5 Ways to Deal with the Lack of Data in Machine Learning

Effective solutions exist when you don't have enough data for your models. While there is no perfect approach, five proven ways will get your model to production.

By Alexandre Gonfalonieri, AI Consultant & Writer on January 24, 2023 in Machine Learning

5 Ways to Deal with the Lack of Data in Machine Learning

Image by Editor

In many projects I carried out, companies, despite having fantastic AI business ideas, display a tendency to slowly become frustrated when they realize that they do not have enough data… However, solutions do exist! The purpose of this article is to briefly introduce you to some of them (the ones that are proven effective in my practice) rather than to list all existing solutions.

The problem of data scarcity is very important since data are at the core of any AI project. The size of a dataset is often responsible for poor performances in ML projects.

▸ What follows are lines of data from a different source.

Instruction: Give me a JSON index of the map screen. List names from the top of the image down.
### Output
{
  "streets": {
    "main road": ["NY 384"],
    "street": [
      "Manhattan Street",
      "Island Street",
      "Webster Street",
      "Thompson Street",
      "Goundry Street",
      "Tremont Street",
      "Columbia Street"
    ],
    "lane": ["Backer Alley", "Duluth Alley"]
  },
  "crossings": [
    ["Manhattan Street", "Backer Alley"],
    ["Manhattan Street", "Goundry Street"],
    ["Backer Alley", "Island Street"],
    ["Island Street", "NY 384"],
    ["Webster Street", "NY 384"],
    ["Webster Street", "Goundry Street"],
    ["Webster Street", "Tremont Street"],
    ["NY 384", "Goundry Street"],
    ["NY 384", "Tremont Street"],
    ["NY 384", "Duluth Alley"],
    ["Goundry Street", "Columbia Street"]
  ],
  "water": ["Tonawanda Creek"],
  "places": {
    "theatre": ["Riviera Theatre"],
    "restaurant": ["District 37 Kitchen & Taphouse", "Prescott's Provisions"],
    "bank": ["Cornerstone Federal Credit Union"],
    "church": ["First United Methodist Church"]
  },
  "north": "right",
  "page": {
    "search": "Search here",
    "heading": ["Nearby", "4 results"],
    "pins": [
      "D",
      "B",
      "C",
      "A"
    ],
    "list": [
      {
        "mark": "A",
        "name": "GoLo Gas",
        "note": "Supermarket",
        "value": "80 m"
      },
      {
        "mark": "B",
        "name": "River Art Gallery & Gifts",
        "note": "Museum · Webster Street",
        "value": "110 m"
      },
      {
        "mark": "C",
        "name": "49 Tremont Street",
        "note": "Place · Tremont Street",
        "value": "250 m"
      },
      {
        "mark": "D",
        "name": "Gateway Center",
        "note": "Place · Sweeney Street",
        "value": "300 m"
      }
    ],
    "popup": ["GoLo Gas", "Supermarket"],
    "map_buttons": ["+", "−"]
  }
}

Most of the time, data related issues are the main reason why great AI projects cannot be accomplished. In some projects, you come to the conclusion that there is no relevant data or the collection process is too difficult and time-consuming.

Supervised machine learning models are being successfully used to respond to a whole range of business challenges. However, these models are data-hungry, and their performance relies heavily on the size of training data available. In many cases, it is difficult to create training datasets that are large enough.

Another issue I could mention is that project analysts tend to underestimate the amount of data necessary to handle common business problems. I remember myself struggling to collect big training datasets. It is even more complicated to gather data when working for a large company.

How much data do I need?

Well, you need roughly 10 times as many examples as there are degrees of freedom in your model. The more complex the model, the more you are prone to overfitting, but that can be avoided by validation. However, much fewer data can be used based on the use case.

Overfitting: refers to a model that models the training data too well. It happens when a model learns the detail and noise in the training data to the extent that it negatively impacts the performance of the model on new data.

It is also worth discussing the issue of handling the missing values. Especially if the number of missing values in your data is big enough (above 5%).

Once again, dealing with missing values will depend on certain ‘success’ criteria. Moreover, these criteria vary for different datasets and even for different applications, such as recognition, segmentation, prediction, and classification (given the same dataset) even for different applications (recognition, segmentation, prediction, classification).

It is important to understand that there is no perfect way to deal with missing data.

Different solutions exist, but it depends on the kind of problem — Time-series Analysis, ML, Regression, etc.

When it comes to predictive techniques, they shall be used only when missing values are not observed completely at random, and the variables were chosen to impute such missing values have some relationship with it, else it could yield imprecise estimates.

In general, different machine learning algorithms can be used to determine the missing values. This works by turning missing features to labels themselves and now using columns without missing values to predict columns with missing values.

Based on my experience, you will be confronted with a lack of data or missing data at some point if you decide to build an AI-powered solution, but fortunately, there are ways to turn that minus into a plus.

Lack of data?

As noted above, it is impossible to precisely estimate the minimum amount of data required for an AI project. Obviously, the very nature of your project will influence significantly the amount of data you will need. For example, texts, images, and videos usually require more data. However, many other factors should be considered in order to make an accurate estimate.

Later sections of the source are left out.